Instructions to follow:
Find the lines in the records below that contain "Paulo", and report each of them.

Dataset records
'''

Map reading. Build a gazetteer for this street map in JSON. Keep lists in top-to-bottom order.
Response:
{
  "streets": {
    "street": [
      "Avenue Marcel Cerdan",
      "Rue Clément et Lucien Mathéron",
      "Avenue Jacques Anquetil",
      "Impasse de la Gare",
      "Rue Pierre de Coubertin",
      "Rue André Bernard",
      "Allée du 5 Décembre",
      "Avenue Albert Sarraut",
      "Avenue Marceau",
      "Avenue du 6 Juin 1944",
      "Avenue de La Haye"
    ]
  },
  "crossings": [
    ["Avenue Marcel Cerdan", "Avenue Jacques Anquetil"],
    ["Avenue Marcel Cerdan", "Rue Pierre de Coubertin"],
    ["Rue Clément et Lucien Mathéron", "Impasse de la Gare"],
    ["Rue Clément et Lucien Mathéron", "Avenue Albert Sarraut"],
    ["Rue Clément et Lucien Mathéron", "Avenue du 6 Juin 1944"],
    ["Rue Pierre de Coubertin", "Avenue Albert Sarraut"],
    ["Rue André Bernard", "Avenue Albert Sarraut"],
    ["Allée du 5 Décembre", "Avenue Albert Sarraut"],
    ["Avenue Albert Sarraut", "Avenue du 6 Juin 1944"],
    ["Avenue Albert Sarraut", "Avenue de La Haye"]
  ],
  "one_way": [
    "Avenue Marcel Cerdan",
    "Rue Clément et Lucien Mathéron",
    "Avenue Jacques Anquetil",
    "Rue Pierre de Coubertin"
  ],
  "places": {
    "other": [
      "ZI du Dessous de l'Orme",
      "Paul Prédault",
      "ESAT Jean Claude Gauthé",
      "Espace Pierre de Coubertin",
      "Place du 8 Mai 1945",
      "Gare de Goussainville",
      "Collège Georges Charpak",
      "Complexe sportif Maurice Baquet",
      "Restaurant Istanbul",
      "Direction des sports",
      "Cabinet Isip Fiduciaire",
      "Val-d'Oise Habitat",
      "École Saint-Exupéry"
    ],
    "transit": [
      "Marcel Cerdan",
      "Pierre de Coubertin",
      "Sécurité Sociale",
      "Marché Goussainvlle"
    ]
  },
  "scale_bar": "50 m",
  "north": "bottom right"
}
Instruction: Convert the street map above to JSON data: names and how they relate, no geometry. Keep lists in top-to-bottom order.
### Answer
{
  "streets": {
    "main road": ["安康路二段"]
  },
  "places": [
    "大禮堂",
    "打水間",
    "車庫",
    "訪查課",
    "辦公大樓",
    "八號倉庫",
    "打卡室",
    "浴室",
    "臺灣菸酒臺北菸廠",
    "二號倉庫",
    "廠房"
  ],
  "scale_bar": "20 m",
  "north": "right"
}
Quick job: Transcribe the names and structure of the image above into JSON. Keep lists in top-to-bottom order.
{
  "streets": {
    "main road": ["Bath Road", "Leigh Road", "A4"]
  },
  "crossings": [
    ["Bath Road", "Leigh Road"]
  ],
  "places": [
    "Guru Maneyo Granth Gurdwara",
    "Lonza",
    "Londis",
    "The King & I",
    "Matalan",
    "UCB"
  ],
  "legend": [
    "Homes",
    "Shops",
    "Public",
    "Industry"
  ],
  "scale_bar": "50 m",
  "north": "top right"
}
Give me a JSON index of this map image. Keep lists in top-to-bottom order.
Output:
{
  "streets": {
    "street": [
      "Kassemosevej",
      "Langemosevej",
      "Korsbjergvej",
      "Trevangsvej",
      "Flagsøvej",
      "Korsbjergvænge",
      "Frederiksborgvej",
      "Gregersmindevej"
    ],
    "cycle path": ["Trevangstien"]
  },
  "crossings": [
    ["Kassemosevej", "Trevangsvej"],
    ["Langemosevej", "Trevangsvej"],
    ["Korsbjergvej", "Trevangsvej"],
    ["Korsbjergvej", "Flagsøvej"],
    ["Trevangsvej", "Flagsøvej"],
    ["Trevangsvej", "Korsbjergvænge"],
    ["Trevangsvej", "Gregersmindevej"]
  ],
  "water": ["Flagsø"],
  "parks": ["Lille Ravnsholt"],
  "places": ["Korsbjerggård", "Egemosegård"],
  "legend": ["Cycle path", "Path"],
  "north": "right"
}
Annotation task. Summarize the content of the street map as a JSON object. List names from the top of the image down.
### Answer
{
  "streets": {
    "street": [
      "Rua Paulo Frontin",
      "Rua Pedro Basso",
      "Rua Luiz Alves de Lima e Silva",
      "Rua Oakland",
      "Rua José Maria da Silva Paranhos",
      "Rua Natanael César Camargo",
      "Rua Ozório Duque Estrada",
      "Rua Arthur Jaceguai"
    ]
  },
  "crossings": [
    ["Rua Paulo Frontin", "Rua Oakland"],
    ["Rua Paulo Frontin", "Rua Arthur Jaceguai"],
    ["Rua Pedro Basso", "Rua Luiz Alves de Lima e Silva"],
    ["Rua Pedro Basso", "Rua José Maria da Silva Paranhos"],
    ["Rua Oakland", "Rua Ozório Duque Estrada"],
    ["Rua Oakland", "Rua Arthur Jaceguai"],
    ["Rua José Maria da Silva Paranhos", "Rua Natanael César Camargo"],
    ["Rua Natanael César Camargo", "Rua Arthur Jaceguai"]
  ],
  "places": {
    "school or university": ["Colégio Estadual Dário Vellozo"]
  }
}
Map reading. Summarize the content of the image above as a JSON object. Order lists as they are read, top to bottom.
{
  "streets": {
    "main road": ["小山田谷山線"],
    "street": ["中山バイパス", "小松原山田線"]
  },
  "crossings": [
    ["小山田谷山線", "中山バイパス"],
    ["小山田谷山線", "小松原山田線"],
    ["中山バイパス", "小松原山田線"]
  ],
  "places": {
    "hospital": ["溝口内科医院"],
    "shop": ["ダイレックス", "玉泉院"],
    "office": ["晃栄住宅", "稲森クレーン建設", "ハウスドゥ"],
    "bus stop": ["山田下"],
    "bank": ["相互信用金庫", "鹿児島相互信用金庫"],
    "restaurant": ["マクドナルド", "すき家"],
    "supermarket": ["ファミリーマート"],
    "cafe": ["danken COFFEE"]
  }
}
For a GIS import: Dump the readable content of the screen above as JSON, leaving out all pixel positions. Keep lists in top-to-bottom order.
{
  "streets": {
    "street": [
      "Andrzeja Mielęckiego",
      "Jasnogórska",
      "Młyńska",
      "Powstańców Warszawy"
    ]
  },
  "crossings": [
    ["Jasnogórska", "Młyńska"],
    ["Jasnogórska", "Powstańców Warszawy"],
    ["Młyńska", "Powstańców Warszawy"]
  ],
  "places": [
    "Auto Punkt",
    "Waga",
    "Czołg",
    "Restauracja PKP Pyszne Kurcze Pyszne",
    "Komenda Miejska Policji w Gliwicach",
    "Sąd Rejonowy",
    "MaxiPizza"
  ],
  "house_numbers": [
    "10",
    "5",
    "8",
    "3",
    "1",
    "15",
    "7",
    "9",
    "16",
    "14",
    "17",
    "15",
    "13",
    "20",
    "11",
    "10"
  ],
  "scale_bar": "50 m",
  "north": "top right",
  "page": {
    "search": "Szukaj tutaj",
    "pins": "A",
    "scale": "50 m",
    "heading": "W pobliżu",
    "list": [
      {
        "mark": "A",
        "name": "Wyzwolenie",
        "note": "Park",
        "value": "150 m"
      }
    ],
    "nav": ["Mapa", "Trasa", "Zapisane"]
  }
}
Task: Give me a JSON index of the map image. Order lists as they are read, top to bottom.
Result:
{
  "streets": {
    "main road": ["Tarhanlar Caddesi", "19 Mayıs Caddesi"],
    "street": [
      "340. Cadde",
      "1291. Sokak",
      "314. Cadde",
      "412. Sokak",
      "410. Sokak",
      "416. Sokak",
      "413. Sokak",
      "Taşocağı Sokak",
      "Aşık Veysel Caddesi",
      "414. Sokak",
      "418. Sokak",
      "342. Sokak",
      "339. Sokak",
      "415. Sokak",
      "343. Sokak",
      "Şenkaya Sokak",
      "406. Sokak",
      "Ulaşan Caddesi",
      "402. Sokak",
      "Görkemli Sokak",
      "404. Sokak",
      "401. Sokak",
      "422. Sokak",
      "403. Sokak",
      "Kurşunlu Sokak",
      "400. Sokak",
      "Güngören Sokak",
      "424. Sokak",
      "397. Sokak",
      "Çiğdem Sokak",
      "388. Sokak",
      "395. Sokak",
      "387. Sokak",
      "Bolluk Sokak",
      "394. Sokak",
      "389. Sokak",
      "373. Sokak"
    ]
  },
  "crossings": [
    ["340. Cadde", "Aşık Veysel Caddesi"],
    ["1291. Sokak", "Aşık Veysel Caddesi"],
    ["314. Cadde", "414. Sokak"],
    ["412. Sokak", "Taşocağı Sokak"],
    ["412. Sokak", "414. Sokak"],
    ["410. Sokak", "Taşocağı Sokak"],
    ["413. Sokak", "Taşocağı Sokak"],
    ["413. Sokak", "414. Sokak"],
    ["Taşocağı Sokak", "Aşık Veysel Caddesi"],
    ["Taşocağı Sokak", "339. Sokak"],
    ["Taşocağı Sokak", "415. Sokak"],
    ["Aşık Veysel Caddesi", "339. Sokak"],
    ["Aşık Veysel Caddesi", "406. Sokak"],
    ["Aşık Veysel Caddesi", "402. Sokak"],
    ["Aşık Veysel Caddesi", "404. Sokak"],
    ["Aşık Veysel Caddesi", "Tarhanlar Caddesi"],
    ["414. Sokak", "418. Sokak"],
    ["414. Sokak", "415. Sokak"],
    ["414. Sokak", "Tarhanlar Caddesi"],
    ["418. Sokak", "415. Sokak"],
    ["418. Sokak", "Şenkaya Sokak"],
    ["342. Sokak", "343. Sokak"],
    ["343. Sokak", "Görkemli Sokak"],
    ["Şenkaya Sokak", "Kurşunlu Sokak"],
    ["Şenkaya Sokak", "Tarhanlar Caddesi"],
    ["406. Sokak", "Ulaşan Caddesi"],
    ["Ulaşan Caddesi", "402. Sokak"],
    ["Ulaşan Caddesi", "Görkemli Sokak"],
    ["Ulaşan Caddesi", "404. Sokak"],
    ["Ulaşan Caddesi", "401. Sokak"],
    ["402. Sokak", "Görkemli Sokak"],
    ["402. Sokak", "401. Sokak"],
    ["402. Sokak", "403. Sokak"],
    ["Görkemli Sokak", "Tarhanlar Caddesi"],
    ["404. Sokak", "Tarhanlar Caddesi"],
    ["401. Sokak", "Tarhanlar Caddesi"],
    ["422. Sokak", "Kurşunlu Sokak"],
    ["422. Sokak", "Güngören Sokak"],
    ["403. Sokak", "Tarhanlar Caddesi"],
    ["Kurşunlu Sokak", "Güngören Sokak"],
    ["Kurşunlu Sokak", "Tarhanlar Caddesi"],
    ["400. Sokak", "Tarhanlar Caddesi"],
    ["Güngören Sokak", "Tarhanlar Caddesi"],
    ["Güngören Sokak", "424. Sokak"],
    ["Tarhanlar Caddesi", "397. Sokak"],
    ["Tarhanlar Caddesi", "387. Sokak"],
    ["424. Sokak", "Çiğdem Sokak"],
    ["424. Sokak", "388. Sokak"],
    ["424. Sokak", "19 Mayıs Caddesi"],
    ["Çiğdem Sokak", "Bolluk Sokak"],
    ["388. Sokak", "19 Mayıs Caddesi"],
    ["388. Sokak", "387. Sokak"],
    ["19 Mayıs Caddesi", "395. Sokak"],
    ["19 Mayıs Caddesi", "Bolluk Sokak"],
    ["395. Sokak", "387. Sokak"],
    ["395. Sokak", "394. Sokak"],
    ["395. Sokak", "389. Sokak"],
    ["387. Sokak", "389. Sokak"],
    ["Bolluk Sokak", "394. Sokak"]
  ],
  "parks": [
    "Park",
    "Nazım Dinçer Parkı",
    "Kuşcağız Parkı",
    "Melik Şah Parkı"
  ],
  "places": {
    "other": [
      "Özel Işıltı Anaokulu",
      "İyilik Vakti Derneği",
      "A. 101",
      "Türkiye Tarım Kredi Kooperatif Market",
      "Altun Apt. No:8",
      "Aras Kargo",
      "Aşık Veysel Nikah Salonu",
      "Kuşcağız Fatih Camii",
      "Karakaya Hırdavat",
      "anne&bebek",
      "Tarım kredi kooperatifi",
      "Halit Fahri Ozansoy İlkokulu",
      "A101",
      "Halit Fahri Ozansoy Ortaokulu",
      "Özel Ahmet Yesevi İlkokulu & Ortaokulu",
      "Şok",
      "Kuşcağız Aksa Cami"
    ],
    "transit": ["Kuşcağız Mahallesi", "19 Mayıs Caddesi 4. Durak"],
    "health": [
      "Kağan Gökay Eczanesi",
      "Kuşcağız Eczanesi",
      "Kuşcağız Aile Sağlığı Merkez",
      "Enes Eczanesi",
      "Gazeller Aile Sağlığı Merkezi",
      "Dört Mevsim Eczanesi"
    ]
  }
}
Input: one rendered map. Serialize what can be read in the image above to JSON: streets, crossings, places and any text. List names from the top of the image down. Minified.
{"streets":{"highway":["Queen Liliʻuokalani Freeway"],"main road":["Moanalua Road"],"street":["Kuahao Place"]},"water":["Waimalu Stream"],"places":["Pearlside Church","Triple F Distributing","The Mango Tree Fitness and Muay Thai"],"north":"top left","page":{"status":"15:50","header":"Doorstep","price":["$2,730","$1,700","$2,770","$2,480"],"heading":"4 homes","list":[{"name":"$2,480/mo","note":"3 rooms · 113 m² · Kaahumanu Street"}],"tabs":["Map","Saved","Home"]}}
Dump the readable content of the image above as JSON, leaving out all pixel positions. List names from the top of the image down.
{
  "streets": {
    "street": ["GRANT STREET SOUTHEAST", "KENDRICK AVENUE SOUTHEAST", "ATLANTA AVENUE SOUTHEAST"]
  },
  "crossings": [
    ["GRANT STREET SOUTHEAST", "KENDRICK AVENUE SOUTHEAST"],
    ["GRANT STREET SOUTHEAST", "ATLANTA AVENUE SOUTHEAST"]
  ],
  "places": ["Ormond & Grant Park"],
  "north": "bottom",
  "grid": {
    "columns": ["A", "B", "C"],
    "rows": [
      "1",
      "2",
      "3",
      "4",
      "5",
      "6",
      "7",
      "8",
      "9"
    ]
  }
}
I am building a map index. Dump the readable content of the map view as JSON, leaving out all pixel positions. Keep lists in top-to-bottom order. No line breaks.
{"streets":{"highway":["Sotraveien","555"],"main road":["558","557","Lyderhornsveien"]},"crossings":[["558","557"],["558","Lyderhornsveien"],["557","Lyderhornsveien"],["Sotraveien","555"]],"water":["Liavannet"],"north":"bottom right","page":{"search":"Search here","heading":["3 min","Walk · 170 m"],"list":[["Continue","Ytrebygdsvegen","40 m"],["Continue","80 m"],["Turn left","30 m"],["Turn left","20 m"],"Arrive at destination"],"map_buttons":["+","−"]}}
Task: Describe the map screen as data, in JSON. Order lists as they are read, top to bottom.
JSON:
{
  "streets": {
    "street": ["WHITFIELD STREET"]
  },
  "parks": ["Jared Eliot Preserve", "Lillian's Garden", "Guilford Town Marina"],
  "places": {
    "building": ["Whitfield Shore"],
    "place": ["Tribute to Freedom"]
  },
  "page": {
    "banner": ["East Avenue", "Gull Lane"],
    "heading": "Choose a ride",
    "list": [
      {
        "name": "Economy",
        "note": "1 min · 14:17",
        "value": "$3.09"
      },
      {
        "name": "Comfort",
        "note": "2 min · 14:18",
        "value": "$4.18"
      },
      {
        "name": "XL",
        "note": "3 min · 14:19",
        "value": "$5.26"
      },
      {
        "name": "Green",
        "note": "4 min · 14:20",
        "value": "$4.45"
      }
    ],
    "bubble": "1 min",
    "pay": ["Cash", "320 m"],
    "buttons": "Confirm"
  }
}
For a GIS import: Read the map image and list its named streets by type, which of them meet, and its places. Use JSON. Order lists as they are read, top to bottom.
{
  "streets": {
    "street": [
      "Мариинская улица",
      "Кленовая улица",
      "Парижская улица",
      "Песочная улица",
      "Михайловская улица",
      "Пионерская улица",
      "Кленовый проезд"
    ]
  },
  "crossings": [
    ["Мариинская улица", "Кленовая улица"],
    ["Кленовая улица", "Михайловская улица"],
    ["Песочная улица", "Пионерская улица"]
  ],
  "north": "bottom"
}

'''

Task solution:
      "Rua Paulo Frontin",
    ["Rua Paulo Frontin", "Rua Oakland"],
    ["Rua Paulo Frontin", "Rua Arthur Jaceguai"],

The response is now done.